Json and a first-class extensible records syntax

#1

There are a ton of scala json libraries. But for all of them, there’s a significant amount of “getting in the way”. Arkane imports, different syntaxes, and so on. I’ve been doing some typescript hacking, and not that surprisingly, json just works in that world. The DOTY type system is able to represent just about everything that exists in typescript. So is there a good reason why we can’t have a light-weight, optionally typed extensible record system that “just works” and gives a zero boilerplate way to interface with things like json? I’m not suggesting we repeat the experiment of embedding json into the language like we did xml, but surely there’s some way we can come up with a generic data value expression syntax that can then be ‘read into’ case classes, json, xml, and the rest, by virtue of having the right implicit in scope?

The lightest weight solution I can think of is to have a ‘named tuples’ type that gives something that shadows the tuples-as-hlist structures but with a constant field for the property name. If that was bolted onto some macro/inline magic, then the data expressions could be rendered directly into the appropriate calls, without going via an intermediate representation.

val dataExpr = (
  name = "Matthew",
  age = 43)
// NamedTuple["name".type, String]::NamedTuple["age".type, Int]::NamedTupleNil

case class NameAge(name: String, age: 43)
val exprAsCaseClass: NameAge = (
  name = "Matthew",
  age = 43)
// CstrArg[String], CstrArg[Int] => NamedTuple[....] => NameAge

val exprAsJson: Json = (
  name = "Matthew",
  age = 43)
// JsonProp[String], JsonProp[Int] => NamedTuple[...] => Json

The hope would be that wherever possible, code handling named tuple data would be seeing someCallback(name: String, value: V) or anotherCallback[Name, V](value: V), and that the expressions themselves would only exist as nested function calls, and ideally not even that if the callbacks were macros that generated tightly-coupled code.

For data without a compile-time-known schema, we’d need the property names to be first-class rather than hidden in the type system.

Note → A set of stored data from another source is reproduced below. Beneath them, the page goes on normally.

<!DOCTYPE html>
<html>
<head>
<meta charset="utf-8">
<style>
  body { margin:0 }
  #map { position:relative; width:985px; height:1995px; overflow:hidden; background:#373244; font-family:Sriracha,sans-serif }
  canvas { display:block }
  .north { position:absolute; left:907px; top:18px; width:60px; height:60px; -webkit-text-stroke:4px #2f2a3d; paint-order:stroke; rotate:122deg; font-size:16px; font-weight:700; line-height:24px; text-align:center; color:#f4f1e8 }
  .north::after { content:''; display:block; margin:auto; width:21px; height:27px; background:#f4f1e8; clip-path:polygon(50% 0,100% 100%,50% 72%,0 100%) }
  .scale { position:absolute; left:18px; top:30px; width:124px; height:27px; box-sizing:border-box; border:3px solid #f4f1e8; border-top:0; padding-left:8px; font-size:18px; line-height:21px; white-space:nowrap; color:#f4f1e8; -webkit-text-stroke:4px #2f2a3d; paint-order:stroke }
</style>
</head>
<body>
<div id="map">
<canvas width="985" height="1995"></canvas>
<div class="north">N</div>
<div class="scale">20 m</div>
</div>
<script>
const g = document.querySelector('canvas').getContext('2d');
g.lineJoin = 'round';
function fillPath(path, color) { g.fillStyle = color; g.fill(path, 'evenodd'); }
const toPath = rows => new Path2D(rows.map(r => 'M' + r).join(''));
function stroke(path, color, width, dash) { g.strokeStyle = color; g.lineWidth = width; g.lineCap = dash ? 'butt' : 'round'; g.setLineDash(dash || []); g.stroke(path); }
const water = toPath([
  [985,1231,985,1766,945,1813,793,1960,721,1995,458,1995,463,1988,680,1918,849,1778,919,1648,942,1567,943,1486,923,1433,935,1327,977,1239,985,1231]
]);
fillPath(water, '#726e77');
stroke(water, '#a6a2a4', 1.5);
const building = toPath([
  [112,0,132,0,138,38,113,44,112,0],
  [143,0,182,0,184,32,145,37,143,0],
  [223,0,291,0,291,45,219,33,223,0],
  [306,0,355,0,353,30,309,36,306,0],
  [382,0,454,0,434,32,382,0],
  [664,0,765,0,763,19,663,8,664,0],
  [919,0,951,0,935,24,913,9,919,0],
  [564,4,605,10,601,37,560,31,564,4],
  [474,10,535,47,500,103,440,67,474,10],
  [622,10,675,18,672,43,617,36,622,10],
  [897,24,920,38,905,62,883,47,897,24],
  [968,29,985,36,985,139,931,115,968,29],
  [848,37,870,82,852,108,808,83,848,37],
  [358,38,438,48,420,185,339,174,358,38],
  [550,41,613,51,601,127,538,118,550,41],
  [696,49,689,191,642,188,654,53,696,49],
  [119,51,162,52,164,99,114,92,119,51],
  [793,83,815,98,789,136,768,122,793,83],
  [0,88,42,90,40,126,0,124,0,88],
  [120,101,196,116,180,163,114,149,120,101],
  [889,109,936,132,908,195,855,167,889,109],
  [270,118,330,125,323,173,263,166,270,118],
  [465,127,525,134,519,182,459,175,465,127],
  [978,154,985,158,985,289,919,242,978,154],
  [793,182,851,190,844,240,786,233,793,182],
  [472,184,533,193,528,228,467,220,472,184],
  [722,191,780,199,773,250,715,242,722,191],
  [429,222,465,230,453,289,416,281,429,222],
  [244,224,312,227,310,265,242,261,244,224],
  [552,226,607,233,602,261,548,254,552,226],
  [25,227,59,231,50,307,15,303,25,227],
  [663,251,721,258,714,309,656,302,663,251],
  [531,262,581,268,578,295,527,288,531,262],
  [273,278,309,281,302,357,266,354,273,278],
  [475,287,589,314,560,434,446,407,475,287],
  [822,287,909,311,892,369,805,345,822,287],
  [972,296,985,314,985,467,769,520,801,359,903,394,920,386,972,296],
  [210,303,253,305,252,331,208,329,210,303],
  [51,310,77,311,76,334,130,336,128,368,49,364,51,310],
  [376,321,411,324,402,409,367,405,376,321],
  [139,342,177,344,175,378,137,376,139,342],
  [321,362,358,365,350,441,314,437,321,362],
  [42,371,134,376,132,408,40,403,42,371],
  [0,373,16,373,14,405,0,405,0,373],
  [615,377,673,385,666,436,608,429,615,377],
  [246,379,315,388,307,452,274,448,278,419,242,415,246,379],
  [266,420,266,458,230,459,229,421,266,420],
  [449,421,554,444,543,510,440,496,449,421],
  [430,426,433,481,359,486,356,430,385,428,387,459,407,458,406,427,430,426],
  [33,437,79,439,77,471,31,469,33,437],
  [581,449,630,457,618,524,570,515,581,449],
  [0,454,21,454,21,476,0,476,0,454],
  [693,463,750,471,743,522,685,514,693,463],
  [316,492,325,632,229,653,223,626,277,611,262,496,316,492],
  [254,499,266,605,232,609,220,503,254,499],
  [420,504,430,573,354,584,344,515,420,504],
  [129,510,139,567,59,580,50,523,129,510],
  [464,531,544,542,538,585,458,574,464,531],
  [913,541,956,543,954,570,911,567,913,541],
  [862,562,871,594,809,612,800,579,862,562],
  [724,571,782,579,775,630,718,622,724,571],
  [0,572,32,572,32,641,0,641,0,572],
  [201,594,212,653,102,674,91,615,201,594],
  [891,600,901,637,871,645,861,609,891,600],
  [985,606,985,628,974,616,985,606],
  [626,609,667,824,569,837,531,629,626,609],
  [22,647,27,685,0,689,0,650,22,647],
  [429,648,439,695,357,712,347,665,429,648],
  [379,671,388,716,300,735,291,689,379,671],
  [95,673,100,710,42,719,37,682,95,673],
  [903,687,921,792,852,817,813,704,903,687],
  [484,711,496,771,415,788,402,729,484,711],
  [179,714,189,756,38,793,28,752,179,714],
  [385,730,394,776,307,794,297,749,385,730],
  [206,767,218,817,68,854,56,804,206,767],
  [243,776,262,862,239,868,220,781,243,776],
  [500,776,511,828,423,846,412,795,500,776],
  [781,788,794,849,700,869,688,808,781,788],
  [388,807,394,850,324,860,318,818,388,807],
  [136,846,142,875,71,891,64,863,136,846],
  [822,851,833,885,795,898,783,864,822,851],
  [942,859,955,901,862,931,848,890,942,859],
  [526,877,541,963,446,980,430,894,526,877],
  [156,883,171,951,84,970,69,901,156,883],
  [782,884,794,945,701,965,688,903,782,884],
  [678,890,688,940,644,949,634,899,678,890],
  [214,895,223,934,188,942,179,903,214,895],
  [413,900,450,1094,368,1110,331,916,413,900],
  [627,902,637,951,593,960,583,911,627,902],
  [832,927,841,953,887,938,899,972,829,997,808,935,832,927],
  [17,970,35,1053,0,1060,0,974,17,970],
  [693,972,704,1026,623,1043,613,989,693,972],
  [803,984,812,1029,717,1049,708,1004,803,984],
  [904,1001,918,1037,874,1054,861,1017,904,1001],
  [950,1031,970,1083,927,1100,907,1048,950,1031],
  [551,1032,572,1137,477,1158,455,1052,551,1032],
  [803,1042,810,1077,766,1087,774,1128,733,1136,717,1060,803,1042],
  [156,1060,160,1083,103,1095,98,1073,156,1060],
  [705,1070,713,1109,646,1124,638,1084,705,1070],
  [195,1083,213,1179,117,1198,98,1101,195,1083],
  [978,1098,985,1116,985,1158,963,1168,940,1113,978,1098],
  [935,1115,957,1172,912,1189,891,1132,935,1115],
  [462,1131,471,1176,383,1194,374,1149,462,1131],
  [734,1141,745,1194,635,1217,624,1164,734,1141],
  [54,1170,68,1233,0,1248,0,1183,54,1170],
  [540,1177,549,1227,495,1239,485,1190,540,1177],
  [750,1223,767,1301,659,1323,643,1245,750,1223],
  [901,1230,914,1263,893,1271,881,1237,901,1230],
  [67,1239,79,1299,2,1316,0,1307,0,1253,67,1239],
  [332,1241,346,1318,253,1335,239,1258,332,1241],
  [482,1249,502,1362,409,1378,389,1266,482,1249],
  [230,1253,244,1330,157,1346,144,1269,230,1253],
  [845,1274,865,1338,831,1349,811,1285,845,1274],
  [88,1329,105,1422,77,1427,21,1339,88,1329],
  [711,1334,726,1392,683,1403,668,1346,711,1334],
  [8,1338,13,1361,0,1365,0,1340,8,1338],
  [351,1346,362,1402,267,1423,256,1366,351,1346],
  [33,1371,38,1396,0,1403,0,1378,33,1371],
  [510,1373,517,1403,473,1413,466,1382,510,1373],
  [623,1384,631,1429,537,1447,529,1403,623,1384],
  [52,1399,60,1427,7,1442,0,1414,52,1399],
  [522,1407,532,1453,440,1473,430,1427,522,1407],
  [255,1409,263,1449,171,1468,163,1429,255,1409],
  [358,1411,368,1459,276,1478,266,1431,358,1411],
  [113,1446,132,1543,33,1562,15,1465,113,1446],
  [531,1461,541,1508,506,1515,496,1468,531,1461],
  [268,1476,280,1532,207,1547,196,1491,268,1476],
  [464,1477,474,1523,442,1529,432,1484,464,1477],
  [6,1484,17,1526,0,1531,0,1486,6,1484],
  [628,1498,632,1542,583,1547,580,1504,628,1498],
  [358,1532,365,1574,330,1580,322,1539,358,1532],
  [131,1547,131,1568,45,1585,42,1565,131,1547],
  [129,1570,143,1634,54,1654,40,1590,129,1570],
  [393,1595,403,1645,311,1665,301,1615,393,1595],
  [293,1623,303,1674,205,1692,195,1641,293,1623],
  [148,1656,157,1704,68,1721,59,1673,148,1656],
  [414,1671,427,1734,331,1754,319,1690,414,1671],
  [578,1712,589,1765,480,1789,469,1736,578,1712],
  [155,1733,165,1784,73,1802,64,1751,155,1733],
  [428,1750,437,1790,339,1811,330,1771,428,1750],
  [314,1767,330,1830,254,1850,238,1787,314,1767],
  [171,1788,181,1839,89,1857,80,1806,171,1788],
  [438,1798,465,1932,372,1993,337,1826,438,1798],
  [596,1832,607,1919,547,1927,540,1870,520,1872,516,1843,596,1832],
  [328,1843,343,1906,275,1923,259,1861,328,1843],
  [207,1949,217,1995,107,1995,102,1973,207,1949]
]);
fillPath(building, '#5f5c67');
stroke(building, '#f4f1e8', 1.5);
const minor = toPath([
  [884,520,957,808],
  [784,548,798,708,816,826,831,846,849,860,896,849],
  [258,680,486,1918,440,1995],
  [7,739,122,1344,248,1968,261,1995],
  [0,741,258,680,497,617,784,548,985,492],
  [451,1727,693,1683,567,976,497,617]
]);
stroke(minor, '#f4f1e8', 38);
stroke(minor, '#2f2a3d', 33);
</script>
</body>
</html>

I know various things like this already exist, particularly in shapeless, but they all come with a lot of ceremony and not insignificant run-time cost. Particularly in setting up and tearing down the intermediate representation, but also in the syntax and the game of guess the imports.

I have the use for semi-structured data like this in many places, particularly anything that touches databases or statistics.

5 Likes
#2

Records were proposed by @odersky a while ago https://github.com/lampepfl/dotty-feature-requests/issues/8. Is it still considered for Scala 3?

1 Like
#3

https://dotty.epfl.ch/docs/reference/changed-features/structural-types.html

contains a discussion how records can be implemented using Dotty’s improved structural types. I believe it would be possible to adapt this for JSON. If a standard way of doing so emerges it would make a good candidate for inclusion in the standard library.

1 Like
#4

If I understand correctly structural-types use access method by key.
The documentation says that it is for database access.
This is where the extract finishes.